Hello everyone, so I have two data.frames with expression data obtained from an RNA-seq experiment. I have one data.frame with selected miRNA expression values over 24 samples, and another data.frame with selected genes expression values over the same 24 samples.
Each data.frames were created selecting those miRNAs or mRNAs that showed differential expression using DESeq2, filtered by FDR < 0.05. Expression values are obtanied from cpm formula in edgeR package in raw counts, which were obtanied via FeatureCounts. This cpm values were calculated before normalisation of data performed by DESeq2.

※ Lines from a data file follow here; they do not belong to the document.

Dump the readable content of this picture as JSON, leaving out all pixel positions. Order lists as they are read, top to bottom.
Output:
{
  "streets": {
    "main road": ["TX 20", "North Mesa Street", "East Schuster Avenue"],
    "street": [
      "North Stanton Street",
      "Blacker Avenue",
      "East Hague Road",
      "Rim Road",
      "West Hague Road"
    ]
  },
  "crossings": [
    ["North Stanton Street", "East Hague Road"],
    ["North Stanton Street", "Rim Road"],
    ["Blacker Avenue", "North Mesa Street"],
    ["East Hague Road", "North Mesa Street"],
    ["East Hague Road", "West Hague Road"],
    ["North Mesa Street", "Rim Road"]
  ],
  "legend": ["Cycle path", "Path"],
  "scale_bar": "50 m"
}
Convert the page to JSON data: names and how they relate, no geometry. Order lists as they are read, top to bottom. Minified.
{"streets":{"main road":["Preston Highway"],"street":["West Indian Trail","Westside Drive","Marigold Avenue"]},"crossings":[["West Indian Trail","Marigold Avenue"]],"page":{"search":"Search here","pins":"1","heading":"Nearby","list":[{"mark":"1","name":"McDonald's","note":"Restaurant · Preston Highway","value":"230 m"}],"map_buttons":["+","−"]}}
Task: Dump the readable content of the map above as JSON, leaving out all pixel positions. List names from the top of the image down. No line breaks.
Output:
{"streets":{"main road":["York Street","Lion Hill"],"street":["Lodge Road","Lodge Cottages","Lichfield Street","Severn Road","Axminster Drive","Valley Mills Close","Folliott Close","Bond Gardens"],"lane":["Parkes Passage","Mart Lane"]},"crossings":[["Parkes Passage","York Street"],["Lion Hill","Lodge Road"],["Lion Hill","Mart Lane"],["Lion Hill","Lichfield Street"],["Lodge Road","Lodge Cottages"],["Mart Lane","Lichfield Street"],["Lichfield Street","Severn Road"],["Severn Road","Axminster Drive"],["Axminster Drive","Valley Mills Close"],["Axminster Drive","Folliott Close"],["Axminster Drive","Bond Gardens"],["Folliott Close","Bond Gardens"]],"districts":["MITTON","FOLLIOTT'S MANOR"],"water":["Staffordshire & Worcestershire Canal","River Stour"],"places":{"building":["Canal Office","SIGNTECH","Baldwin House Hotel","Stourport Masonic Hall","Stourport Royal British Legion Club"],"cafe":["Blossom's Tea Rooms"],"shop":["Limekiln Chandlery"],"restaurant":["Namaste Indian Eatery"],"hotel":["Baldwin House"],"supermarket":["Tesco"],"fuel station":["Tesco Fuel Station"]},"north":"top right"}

Example from mRNA cpm data:
mRNA sample6 sample8 sample87 sample139 ENSSSCG00000013396 4.9226133236 7.2400541062 3.6369306772 5.0415819189 ENSSSCG00000022687 16.0221597119 13.9341369192 2.530038732 2.9623893757 ENSSSCG00000021638 61.0593383407 82.4891410464 13.8022648681 10.7087615941 ENSSSCG00000013397 5.2776094767 5.1511204625 3.0947795203 4.8023827767 ENSSSCG00000016338 10.6498845943 7.9284526934 12.2435802921 11.5183586906 ENSSSCG00000008171 6.3425979362 6.0294221081 1.6942223651 1.9135931371 ENSSSCG00000010464 222.0855934065 256.3928668898 437.7870591546 191.7273123892 ENSSSCG00000023714 22.7197538012 42.2771684039 16.8970443884 18.7127328887 ENSSSCG00000024527 12.1645348477 15.3346719758 76.1948271686 53.2494090263 ENSSSCG00000017986 9.5848961349 11.133066806 57.1743574159 42.2462484881
Example from miRNA cpm data:
miRNA sample6 sample8 sample87 sample139 ssc-miR-1285 36.2788665777 37.6145686343 2286.6900268583 34.3905779882 ssc-miR-339 1.2596828673 4.4514282408 4.9803454225 2.5163837552 ssc-miR-421-5p 22.1704184641 6.8997137732 3.5573895875 13.211014715 ssc-miR-374a-3p 136.2976862397 115.5145628475 69.7248359154 155.3866968856 ssc-miR-129a-3p 6.8022874833 25.1505695602 40.5542412977 6.7103566806 ssc-miR-296-5p 5.542604616 13.1317133102 38.4198075452 8.8073431433 ssc-miR-7 307.3626196163 274.2079796303 152.2562743459 337.6148204938
cpm values were obtained vía this R function from edgeR package:
y2 <- cpm(x, normalized.lib.sizes=FALSE)
where x is the table obtained with raw counts from FeatureCounts, no previous normalisation taken.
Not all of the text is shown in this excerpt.